The Wall Street Journal said Coca-Cola launched Diet Coke Plus in March 2007 as a calorie-free soft drink and “a good source of vitamins B3, B6, and B12, and the minerals zinc and magnesium,” according to a firm press release. But, the FDA objected to Coca-Cola’s labeling, said the LA Times, which said the FDA “scolded” Coca-Cola for its “inappropriate nutritional claims,” and labeling describing the drink as containing vitamins and minerals.
“You should take prompt action to correct the violations,” the agency said in its December 10 letter, which was made public yesterday. Reuters said it remained unclear if the FDA was looking to remove Diet Coke Plus from the American market. The FDA could take additional actions such as product seizure, levying fines, and seeking injunction.
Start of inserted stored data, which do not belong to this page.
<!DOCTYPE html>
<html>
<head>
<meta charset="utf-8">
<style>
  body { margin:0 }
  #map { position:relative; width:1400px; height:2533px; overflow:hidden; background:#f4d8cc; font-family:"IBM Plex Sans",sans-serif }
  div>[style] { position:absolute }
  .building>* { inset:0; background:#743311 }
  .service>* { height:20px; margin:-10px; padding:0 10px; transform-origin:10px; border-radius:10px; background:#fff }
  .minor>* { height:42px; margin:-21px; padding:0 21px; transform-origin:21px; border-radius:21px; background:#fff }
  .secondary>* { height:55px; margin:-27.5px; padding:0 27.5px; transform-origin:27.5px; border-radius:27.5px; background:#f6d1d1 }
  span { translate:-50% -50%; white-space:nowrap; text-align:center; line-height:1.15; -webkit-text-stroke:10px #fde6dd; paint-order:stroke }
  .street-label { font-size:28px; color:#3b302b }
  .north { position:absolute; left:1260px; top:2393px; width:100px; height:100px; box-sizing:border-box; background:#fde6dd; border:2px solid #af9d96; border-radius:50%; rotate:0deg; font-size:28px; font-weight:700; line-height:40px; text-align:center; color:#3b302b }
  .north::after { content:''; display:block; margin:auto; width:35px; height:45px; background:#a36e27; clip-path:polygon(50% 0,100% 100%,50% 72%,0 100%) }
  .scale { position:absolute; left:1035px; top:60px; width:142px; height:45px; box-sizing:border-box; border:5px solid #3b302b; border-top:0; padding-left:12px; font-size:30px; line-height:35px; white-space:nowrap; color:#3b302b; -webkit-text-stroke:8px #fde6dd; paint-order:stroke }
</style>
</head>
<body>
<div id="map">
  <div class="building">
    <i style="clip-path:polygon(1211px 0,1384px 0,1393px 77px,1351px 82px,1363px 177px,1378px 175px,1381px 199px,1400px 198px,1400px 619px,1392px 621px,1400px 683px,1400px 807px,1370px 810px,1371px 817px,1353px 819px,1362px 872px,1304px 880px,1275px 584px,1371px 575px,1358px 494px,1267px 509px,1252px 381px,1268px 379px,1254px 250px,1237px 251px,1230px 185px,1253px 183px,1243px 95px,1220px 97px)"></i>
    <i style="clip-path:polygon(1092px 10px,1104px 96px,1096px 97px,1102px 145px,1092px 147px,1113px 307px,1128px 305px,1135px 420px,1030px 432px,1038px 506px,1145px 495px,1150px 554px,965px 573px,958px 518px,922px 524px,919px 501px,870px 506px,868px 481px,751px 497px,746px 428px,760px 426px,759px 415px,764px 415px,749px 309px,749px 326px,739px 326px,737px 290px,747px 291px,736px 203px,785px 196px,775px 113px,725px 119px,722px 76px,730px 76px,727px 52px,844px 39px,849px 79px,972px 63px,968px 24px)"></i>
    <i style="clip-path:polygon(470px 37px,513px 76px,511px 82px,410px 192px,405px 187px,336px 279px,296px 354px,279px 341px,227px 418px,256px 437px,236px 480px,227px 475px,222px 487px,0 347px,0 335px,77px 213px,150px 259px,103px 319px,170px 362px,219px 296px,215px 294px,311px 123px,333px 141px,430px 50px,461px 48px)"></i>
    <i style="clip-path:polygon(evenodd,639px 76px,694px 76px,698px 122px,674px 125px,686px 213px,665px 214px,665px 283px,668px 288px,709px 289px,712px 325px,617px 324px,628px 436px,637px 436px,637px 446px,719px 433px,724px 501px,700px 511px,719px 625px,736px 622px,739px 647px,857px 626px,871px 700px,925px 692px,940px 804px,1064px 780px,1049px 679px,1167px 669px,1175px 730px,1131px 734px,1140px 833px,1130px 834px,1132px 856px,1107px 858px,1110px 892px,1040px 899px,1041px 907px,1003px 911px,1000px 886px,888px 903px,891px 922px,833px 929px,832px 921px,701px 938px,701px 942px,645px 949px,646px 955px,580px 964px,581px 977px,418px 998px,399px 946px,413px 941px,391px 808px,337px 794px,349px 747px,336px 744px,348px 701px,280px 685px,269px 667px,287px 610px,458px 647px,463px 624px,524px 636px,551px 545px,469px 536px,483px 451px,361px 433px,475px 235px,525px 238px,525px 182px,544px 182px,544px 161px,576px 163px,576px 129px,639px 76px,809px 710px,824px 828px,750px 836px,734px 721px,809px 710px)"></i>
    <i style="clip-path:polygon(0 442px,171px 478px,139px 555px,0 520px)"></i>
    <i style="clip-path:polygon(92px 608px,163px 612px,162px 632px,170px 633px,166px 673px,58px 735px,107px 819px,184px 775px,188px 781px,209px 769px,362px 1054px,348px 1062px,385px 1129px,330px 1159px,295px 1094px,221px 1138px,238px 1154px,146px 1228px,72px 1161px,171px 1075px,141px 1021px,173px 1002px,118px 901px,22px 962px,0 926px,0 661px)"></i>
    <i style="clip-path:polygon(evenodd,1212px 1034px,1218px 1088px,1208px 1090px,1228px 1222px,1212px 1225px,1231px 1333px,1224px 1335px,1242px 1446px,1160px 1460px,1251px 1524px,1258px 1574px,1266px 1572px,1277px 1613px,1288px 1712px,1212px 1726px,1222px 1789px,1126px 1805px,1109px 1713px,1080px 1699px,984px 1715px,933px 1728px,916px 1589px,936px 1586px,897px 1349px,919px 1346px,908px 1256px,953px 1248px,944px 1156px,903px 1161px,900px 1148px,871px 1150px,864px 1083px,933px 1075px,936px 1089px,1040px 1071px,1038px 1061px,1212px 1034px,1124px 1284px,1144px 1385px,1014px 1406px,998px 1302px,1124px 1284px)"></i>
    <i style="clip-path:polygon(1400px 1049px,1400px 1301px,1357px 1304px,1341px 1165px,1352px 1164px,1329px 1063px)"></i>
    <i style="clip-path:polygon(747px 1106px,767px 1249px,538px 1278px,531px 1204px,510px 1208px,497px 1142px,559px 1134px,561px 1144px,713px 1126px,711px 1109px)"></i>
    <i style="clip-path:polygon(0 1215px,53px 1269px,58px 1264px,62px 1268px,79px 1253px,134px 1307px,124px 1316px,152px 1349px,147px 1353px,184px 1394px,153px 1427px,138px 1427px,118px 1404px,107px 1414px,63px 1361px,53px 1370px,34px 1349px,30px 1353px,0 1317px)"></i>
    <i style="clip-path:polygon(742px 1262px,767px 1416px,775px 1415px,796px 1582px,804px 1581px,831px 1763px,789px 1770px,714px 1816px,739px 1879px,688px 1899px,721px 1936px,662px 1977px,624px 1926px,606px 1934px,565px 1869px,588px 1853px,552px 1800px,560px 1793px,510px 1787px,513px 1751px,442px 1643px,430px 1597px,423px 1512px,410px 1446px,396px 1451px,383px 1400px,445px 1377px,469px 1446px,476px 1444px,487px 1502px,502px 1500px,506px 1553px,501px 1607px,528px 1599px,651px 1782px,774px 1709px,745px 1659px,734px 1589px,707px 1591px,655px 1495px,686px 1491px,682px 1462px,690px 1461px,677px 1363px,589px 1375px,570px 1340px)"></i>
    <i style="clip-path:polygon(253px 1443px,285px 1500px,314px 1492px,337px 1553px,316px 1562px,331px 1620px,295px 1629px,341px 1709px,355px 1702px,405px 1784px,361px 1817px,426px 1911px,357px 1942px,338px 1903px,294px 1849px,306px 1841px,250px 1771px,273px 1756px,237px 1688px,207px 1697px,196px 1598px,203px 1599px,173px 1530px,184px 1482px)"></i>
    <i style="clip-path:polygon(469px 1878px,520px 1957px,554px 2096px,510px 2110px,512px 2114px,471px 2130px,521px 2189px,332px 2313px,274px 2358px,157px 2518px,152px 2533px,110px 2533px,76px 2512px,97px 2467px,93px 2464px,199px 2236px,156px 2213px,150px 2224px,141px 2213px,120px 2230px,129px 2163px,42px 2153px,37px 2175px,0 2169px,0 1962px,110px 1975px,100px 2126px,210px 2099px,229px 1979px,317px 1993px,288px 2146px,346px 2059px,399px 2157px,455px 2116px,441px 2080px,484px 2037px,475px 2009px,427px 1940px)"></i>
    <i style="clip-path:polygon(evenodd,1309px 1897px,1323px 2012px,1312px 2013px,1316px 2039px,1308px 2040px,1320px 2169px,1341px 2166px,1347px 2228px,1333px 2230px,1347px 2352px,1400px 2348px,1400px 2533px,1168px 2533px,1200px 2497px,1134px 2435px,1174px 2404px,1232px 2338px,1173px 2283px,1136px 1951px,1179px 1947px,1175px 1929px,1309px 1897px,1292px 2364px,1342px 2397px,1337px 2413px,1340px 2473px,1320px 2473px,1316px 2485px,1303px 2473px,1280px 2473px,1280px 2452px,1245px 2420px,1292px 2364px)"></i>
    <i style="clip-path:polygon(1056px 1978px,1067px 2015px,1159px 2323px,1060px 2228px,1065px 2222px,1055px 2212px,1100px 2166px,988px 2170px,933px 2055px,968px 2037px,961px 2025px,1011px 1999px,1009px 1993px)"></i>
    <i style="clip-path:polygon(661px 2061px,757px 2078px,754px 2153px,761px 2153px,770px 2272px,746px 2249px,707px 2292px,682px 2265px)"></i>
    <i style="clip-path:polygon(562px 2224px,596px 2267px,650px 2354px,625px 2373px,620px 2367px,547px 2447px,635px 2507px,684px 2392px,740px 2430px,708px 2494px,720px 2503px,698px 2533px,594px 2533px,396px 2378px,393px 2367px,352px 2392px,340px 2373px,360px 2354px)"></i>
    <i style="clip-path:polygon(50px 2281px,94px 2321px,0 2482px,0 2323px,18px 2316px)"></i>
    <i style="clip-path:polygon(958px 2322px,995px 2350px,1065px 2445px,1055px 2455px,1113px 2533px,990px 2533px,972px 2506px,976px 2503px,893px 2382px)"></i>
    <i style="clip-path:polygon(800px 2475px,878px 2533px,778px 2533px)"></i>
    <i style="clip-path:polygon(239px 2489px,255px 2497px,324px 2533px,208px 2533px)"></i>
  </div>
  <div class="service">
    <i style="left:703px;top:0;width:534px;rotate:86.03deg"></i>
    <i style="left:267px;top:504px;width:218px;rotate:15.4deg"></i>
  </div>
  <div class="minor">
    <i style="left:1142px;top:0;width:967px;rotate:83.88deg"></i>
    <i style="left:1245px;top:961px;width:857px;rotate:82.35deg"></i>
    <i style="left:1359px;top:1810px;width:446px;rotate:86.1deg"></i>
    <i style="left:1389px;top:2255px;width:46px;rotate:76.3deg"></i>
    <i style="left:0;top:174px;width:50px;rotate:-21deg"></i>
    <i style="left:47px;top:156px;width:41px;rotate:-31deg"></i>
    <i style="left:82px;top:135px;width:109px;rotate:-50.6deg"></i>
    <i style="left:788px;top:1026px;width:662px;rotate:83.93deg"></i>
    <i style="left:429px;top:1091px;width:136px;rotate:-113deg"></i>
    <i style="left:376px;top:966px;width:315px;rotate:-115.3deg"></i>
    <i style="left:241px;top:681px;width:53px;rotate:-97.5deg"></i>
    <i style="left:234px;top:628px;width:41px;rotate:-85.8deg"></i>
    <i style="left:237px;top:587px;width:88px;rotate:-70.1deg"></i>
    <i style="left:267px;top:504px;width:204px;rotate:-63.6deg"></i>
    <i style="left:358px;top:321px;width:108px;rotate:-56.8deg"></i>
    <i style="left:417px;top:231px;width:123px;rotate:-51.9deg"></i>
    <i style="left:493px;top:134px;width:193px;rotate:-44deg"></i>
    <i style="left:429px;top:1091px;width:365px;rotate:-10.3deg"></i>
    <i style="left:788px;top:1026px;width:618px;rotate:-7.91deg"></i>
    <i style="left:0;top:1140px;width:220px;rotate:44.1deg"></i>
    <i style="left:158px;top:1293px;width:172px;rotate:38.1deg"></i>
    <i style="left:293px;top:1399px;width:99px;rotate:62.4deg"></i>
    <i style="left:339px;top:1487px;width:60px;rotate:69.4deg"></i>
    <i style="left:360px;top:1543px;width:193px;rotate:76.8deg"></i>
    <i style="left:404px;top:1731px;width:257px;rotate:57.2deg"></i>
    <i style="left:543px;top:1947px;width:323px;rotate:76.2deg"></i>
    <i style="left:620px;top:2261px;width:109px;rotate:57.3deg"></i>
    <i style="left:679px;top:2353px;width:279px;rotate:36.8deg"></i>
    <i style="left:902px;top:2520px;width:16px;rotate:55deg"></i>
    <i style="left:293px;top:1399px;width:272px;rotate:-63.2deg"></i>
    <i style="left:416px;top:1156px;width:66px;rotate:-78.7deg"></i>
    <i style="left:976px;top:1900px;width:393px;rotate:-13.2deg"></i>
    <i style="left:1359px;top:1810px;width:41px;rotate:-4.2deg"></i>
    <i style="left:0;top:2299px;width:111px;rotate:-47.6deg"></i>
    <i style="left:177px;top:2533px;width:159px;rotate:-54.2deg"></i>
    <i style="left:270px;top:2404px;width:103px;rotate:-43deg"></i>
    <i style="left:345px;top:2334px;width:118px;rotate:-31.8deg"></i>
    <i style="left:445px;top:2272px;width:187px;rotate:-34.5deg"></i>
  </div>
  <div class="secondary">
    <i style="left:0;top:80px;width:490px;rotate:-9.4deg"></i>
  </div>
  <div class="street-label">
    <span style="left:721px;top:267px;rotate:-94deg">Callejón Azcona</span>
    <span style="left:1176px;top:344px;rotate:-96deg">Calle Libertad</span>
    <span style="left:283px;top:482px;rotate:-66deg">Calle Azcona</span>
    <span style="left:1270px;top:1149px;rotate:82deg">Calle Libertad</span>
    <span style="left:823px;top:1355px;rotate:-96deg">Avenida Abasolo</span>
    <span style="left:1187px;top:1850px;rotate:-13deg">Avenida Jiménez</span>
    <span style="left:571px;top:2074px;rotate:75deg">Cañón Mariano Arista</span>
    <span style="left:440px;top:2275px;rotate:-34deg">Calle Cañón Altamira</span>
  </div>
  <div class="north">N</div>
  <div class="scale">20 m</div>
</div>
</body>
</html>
Diet Coke Plus Is Misbranded
WebMD reported that the FDA said that Coca-Cola’s Diet Coke Plus product is “misbranded.” The letter says the Diet Coke Plus labeling violates FDA guidelines by using the word “plus” and stating the drink provides “vitamins and minerals.” The FDA disputed those claims, saying that the drink only contains “trace amounts of zinc, magnesium, and vitamin B.” The FDA letter also said that it does not “consider it appropriate to fortify snack foods such as carbonated beverages.” The letter gave Coca-Cola 15 days to reply with its plans for actions, said Forbes.
The executive director of the Center for Science in the Public Interest, Michael Jacobson, told Reuters that Coca-Cola blatantly ignores FDA rules in its marketing of Diet Coke Plus. Jacobson noted that claiming a product is fortified allows a company to charge more, even if consumers do not need the extra nutrients and, specifically, if those alleged nutrients are in a “less healthful drink such as soda.” Jacobson told Reuters that “Fortification is dirt cheap and allows companies to charge more… People would be better off drinking water than Diet Coke Plus.”
The Wall Street Journal notes that the FDA warning comes amid an increasing trend in such so-called nutrient-enhanced beverages that include anything from energy drinks to enhanced waters. The emergence of these new products has increased FDA pressure to more closely regulate these claims.